A man conjures up a gigantic vengeance demon called Pumpkinhead to destroy the teenagers who accidentally killed his son.
- Lance Henriksen as Ed Harley
- Jeff East as Chris
- John D'Aquino as Joel
- Kimberly Ross as Kim
- Joel Hoffman as Steve
- Cynthia Bain as Tracy
- Kerry Remsen as Maggie
- Florence Schauffer as Haggis
- Brian Bremer as Bunt
- Buck Flower as Mr. Wallace
- Matthew Hurley as Billy Harley
- Lee DeBroux as Tom Harley
- Tom Woodruff Jr. as Pumpkinhead
The film was given a limited release theatrically in the United States by United Artists in October 1988 and again in January 1989. In total, it grossed $4,385,516 total at the domestic box office.
The film was released on VHS in the U.S. by MGM/UA Home Entertainment in May 1989. MGM released the film on DVD twice; once in 2000 as a standard edition and again in 2008 in a 20th Anniversary Edition featuring an audio commentary and over an hour of featurettes.
Rotten Tomatoes, a review aggregator, reports that 56% of 16 surveyed critics gave the film a positive review; the average rating was 5.3/10. Dave Kehr of the Chicago Tribune wrote, "As a technician, Winston clearly knows how to make a monster, but as a director he`s yet to learn how to bring one to life." Richard Harrington of The Washington Post wrote that the film has poor writing and acting, but it is surprisingly polished for a B movie. Chris Willman of the Los Angeles Times wrote that, despite its poor writing, the premise is interesting, but it's not executed as well as Forbidden Planet.
Bloody Disgusting rated the film 4/5 stars and called it "a gothic story of love, loss, vengeance, and redemption." Joshua Siebalt of Dread Central rated the film 4/5 stars and wrote that film "stands as a timeless, dark fairy tale." Reviewing the 2000 DVD release, G. Noel Gross of DVD Talk rated it 3.5/5 stars and wrote that the film is "too good to pass over", despite its lackluster presentation. Nick Nunziata also criticized the 2000 DVD release and wrote that the film does not hold up. Nick Schager of The A.V. Club called it an endearing, pulp film that lacks subtlety.
Despite its poor box office results, Pumpkinhead has become a cult film.
A sequel, entitled Pumpkinhead II: Blood Wings, went straight to video in 1994 directed by Jeff Burr.

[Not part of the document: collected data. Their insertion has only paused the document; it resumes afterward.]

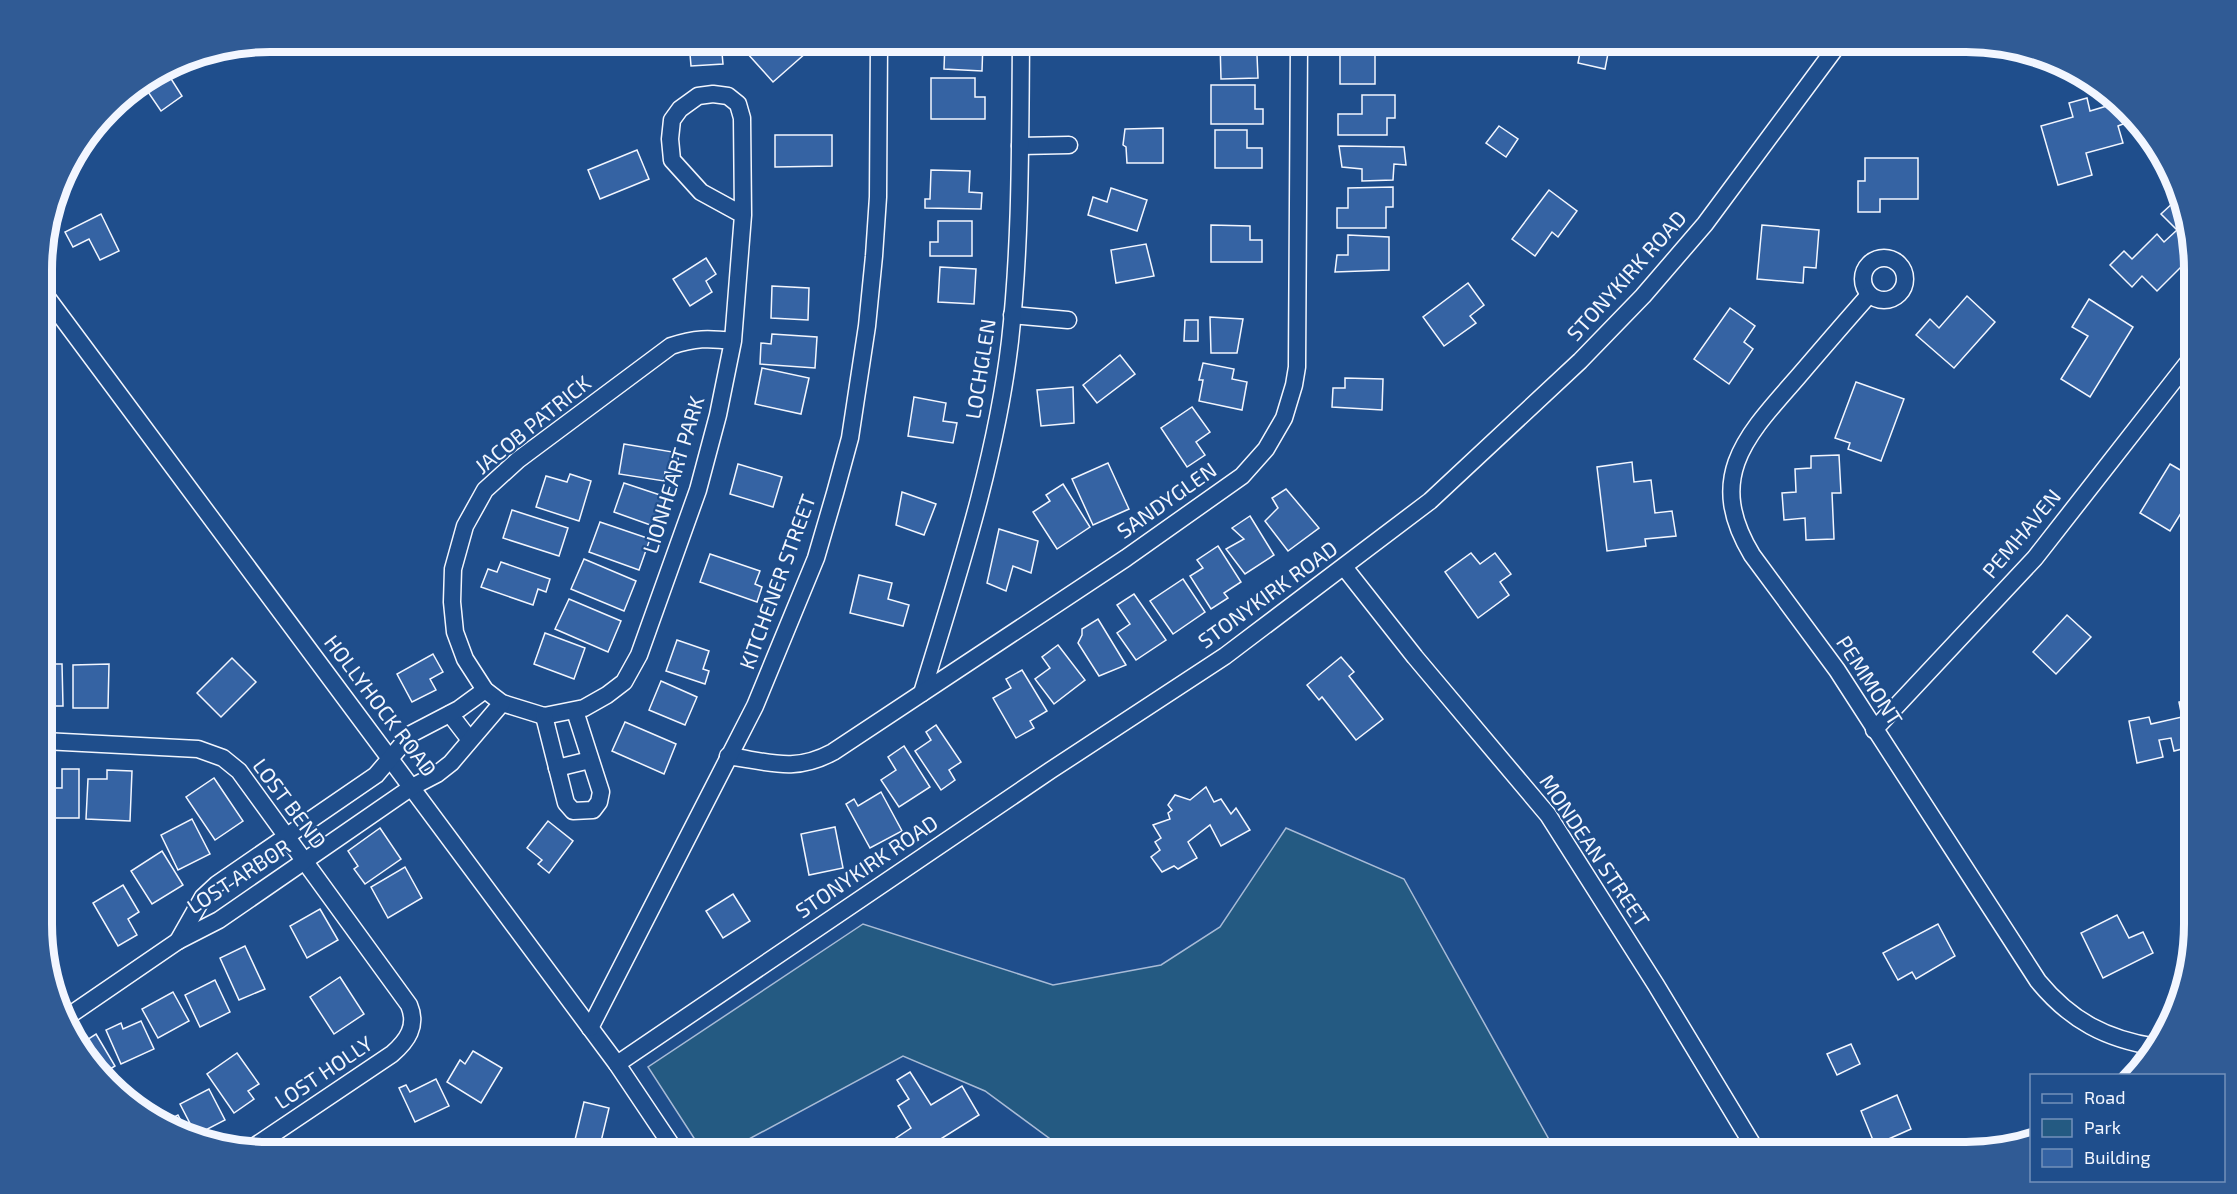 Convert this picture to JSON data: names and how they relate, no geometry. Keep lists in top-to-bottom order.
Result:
{
  "streets": {
    "street": [
      "STONYKIRK ROAD",
      "LOCHGLEN",
      "JACOB PATRICK",
      "LIONHEART PARK",
      "SANDYGLEN",
      "PEMHAVEN",
      "KITCHENER STREET",
      "PEMMONT",
      "HOLLYHOCK ROAD",
      "LOST BEND",
      "MONDEAN STREET",
      "LOST ARBOR",
      "LOST HOLLY"
    ]
  },
  "crossings": [
    ["STONYKIRK ROAD", "HOLLYHOCK ROAD"],
    ["STONYKIRK ROAD", "MONDEAN STREET"],
    ["LOCHGLEN", "SANDYGLEN"],
    ["JACOB PATRICK", "LIONHEART PARK"],
    ["SANDYGLEN", "KITCHENER STREET"],
    ["PEMHAVEN", "PEMMONT"],
    ["KITCHENER STREET", "HOLLYHOCK ROAD"],
    ["HOLLYHOCK ROAD", "LOST ARBOR"],
    ["LOST BEND", "LOST ARBOR"],
    ["LOST BEND", "LOST HOLLY"]
  ],
  "legend": ["Road", "Park", "Building"]
}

Two additional sequels, titled Pumpkinhead: Ashes to Ashes and Pumpkinhead: Blood Feud, were filmed in 2006 as made for television movies and aired on Syfy. Pumpkinhead: Ashes to Ashes aired in October 2006, and Pumpkinhead: Blood Feud aired on February 10, 2007.
- Cruel, devious, pure as venom. All hell's broken loose.
- For each of man's evils a special demon exists...
- A Grim Fairy Tale.
- The origin of the story was a poem written by Ed Justin.
- Gypsy the dog is also Barney from Gremlins (real name: Mushroom).
- The one scene that made Lance Henriksen most want to take the role was where the deceased Billy sits up and asks his father what he's done.
- Body count: 7. (4 killed by Pumpkinhead).
- Although the FX team created the titular monster, Stan Winston was so busy with directorial duties that he was unable to directly supervise their work.
- An early scene introducing the young adults from the city at a dinner was filmed, but cut from the final version of the movie.
- Stan Winston's two children can be glimpsed as members of the Wallace clan.
- Because of Stan Winston's request, the screenwriters made both Pumpkinhead and Haggis (the old woman), much darker than in the original script.